Its tech operations are located in Boulder, which has been open for a year and is growing rapidly.

Fanatics manufactures sports apparel and memorabilia for more than 150 sports teams, including the Denver Broncos.

“Fanatics is a tech company at heart,” said Jim Oxenhandler, director of engineering for Fanatics. “Everything we’re doing is deep in technology. We have multiple locations, but here in Boulder, we’re concentrating on creating innovative tech by creating a seamless supply-chain system.”

Fanatics operates more than 300 online and offline stores, including managing ecommerce for all major professional sports leagues such as the NFL, NBA, MLB and others, as well as media companies such as NBC Sports. Fanatics handles ecommerce and retail for more than 150 collegiate and professional sports teams, including the Denver Broncos, the Colorado Rockies and the Colorado Avalanche. The company also works for international teams and leagues.

While manufacturing sports apparel and memorabilia on that scale is challenging, creating and managing the online resources to manufacture those goods is just as difficult.

That’s where Oxenhandler and the Boulder team come in.

Fanatics tries to have a fun atmosphere in its office, conducive to the sports merchandising it does.

Take an event such as  the Super Bowl, where shirts and memorabilia commemorating the winner are ordered immediately by fans and even worn by players as soon as the game is over. It used to be that companies had to use the wasteful method of printing goods for both teams, never selling the items with the losing team on it.

Using technology, there’s a better way.

“When the Super Bowl ends, we have to have products in trucks that night,” Oxenhandler said. “It’s a very interesting problem to have. We use predictive analytics and data mining to identify trends on how much [goods] to create.”

The company does print a limited amount of apparel with both teams as potential winners to have on-site to give to the winning team for the television broadcast. But the rest is being manufactured as the event is wrapping up so they can be put on trucks and shipped overnight.

Manufacturing that night isn’t the only big task going on for Fanatics. Oxenhandler said that during any major event, such as the Super Bowl, there are rooms full of Fanatics’ data scientists, engineers and product managers making sure that all the correct imagery and items are up on e-commerce sites for the team, NFL, Fanatics and other sports retailers. Rooms at its locations in Boulder, Jacksonville, Fla., and the Bay area in California with 30 to 40 people total are at the ready during those major sporting events.

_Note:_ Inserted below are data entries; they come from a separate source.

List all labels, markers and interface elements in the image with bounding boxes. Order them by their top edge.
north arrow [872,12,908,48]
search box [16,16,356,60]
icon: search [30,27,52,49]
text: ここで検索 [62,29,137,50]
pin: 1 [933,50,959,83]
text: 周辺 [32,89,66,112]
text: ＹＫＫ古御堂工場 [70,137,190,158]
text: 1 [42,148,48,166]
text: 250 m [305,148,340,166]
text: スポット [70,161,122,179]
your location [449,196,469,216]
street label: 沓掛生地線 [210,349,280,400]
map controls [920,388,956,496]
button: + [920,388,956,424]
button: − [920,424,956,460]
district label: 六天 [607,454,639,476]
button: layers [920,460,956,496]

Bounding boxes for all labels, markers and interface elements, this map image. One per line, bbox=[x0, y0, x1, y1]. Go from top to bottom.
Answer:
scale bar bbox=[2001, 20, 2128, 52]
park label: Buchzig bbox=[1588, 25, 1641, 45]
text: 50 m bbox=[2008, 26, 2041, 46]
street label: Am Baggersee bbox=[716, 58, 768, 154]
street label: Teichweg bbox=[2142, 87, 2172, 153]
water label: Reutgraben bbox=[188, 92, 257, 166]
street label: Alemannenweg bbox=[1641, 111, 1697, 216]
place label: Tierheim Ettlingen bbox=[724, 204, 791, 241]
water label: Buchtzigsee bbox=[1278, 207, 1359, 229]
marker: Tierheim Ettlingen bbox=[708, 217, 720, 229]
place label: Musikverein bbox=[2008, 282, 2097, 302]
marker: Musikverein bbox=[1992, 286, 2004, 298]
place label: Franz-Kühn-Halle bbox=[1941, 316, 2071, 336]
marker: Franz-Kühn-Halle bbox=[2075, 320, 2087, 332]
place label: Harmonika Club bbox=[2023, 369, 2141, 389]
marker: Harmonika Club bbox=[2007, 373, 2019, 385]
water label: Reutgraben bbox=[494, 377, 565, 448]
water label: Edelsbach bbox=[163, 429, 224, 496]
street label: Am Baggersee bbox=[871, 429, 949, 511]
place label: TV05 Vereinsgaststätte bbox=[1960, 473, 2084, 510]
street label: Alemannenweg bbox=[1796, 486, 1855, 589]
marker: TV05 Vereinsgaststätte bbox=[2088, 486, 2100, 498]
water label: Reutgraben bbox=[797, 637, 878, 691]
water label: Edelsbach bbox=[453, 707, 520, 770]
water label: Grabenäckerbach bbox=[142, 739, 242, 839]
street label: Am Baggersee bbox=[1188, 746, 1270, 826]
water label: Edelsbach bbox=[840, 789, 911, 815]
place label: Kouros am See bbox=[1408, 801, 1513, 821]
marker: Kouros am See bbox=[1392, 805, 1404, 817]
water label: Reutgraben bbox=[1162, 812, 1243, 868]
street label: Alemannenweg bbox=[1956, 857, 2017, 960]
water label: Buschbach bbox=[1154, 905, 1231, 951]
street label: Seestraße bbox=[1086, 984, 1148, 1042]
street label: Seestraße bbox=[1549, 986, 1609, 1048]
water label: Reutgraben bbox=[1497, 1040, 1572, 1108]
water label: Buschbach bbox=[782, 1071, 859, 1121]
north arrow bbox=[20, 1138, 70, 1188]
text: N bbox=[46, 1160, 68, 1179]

“Technology comes into play,” he said. “We have systems built to quickly and efficiently get information out on the websites right away.”

Fanatics is responsible for running more than 300 partner websites, including those for all of the major sporting leagues, hundreds of professional and college teams and even some local sports teams.

Putting its technology hub in Boulder made sense to Fanatics, Oxenhandler said.

“There’s so much amazing tech talent here,” he said. “The talent pool is so large and tailored to our industry anyway, it’s a no brainer. Finding someone who likes tech and sports, you can throw a rock and hit 30. This market serves us very well.”

The company was named Business Insider’s No. 12 best place to work for 2017.

When Fanatics opened last year, there were 18 people in it. Now, it’s up to 30 and should be double its original employee count by the end of the summer.

“We’re so close to CU, Mines and CSU,” Oxenhandler said. “It gives us a really good pool to draw from.”

That tech talent will be useful for the challenges Fanatics faces, such as integrating the platforms and supply chain of its recent acquisitions, both international and domestic.

“We’re entering into wholesale, which is a new piece of business we’re building a platform for,” he said. “We’re doing that at a speed that is necessary for sports, and it’s a whole lot of fun. It’s very interesting. It keeps people coming to work here.”